Each line of the listing that includes "text" should be reported.

→ INPUT FOR THIS TASK:
Segment Open

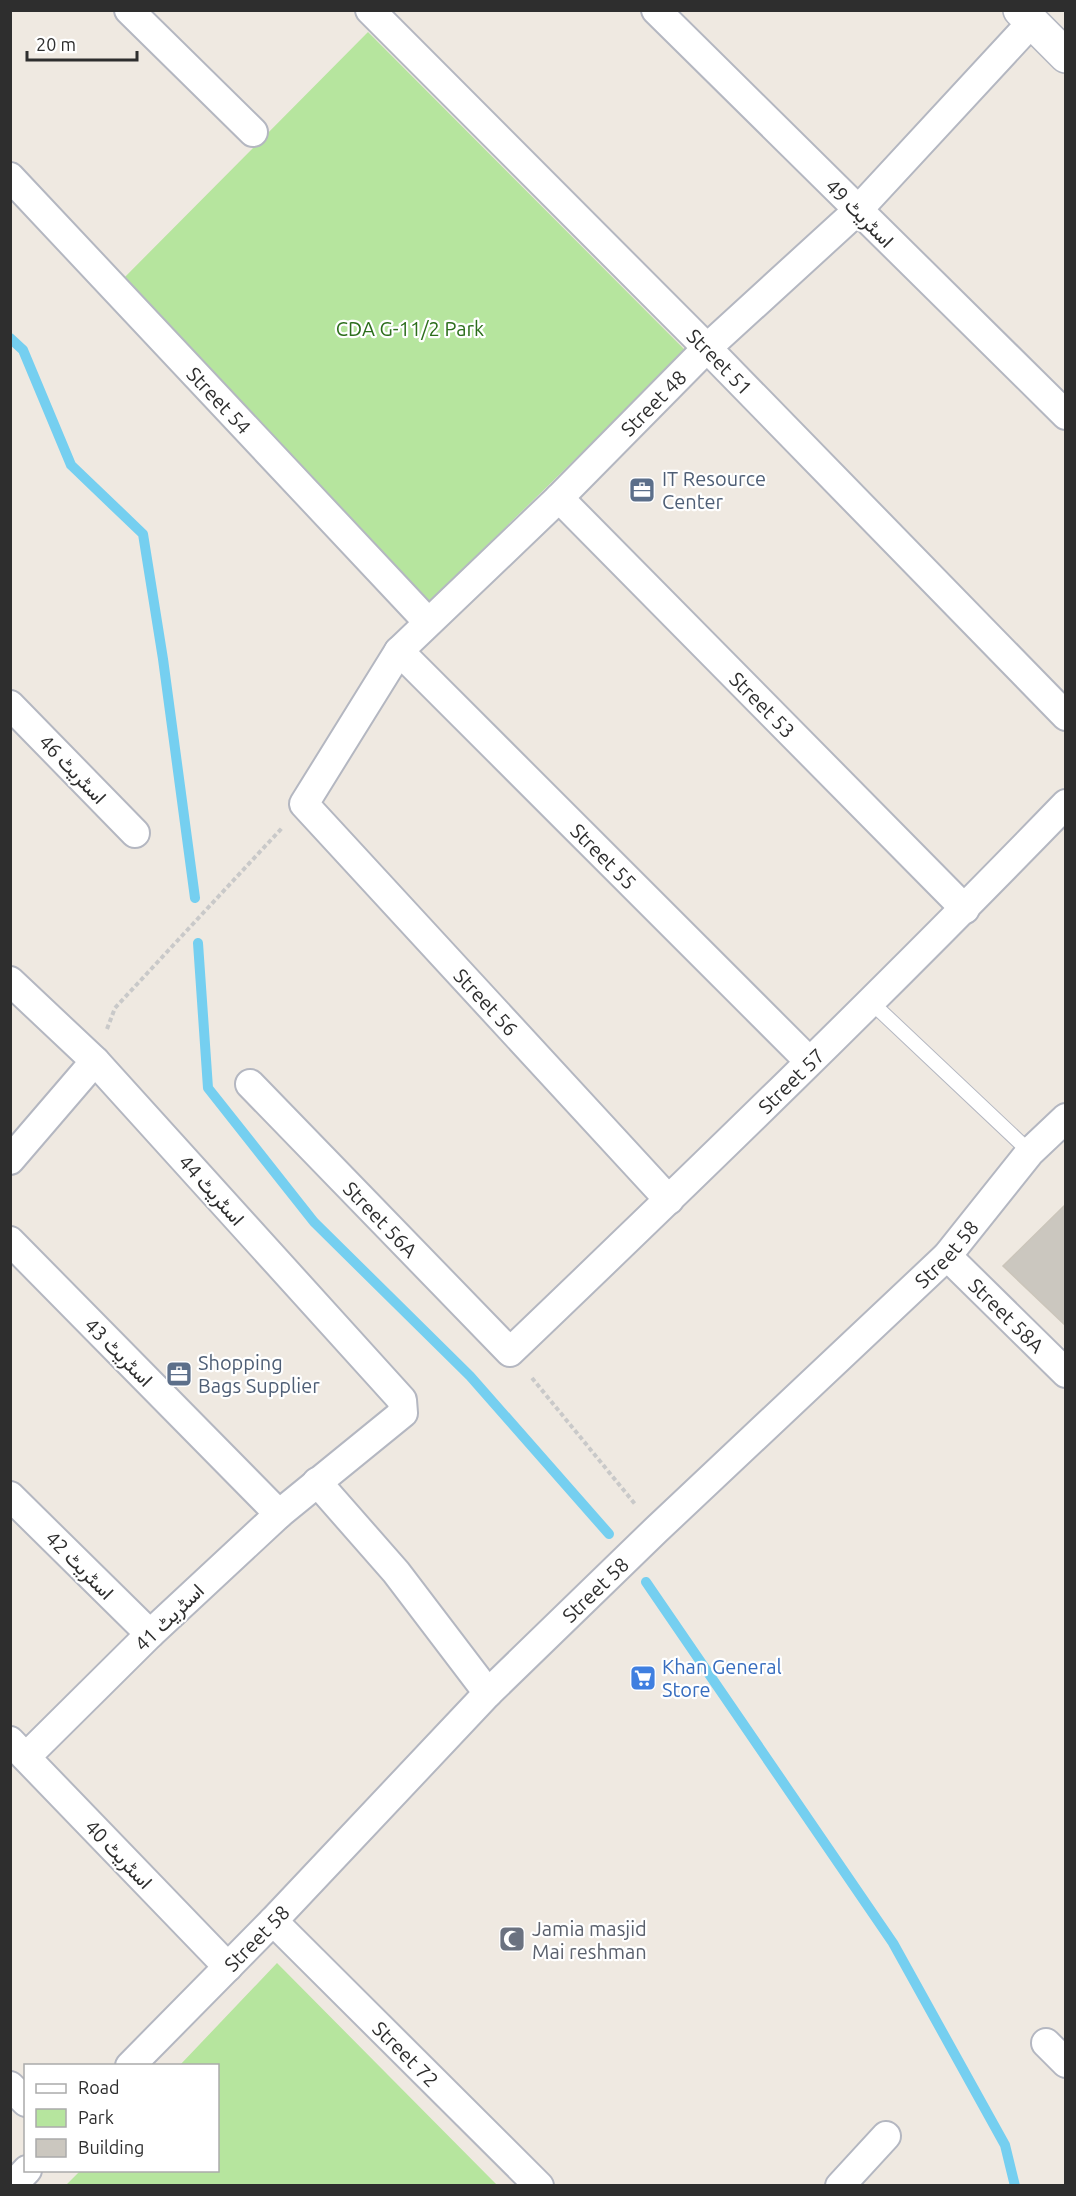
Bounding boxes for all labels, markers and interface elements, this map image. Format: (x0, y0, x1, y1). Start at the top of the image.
scale bar (27, 24, 136, 62)
text: 20 m (36, 34, 76, 54)
street label: اسٹریٹ 49 (820, 174, 899, 253)
park label: CDA G-11/2 Park (336, 317, 484, 340)
street label: Street 51 (683, 324, 757, 399)
street label: Street 54 (183, 362, 256, 438)
street label: Street 48 (616, 365, 690, 440)
place label: IT Resource Center (662, 467, 766, 513)
office icon: IT Resource Center (627, 475, 657, 505)
street label: Street 53 (725, 667, 800, 742)
street label: اسٹریٹ 46 (33, 730, 111, 810)
street label: Street 55 (567, 819, 642, 894)
street label: Street 56 (449, 964, 523, 1040)
street label: Street 57 (753, 1043, 828, 1118)
street label: اسٹریٹ 44 (173, 1150, 250, 1231)
street label: Street 56A (339, 1176, 423, 1261)
street label: Street 58 (910, 1215, 983, 1292)
street label: Street 58A (965, 1273, 1049, 1357)
street label: اسٹریٹ 43 (79, 1313, 158, 1392)
place label: Shopping Bags Supplier (198, 1351, 320, 1397)
office icon: Shopping Bags Supplier (164, 1359, 194, 1389)
street label: اسٹریٹ 42 (40, 1526, 119, 1605)
street label: Street 58 (557, 1552, 633, 1626)
street label: اسٹریٹ 41 (130, 1579, 210, 1657)
place label: Khan General Store (662, 1655, 782, 1701)
supermarket icon: Khan General Store (628, 1663, 658, 1693)
street label: اسٹریٹ 40 (79, 1815, 157, 1895)
street label: Street 58 (219, 1900, 294, 1975)
place label: Jamia masjid Mai reshman (532, 1917, 647, 1963)
mosque icon: Jamia masjid Mai reshman (497, 1924, 527, 1954)
street label: Street 72 (369, 2016, 444, 2091)
legend (24, 2064, 219, 2172)
text: Road (78, 2077, 120, 2097)
text: Park (78, 2107, 114, 2127)
text: Building (78, 2137, 144, 2157)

Segment Closed

→ YOUR RESPONSE:
text: 20 m (36, 34, 76, 54)
text: Road (78, 2077, 120, 2097)
text: Park (78, 2107, 114, 2127)
text: Building (78, 2137, 144, 2157)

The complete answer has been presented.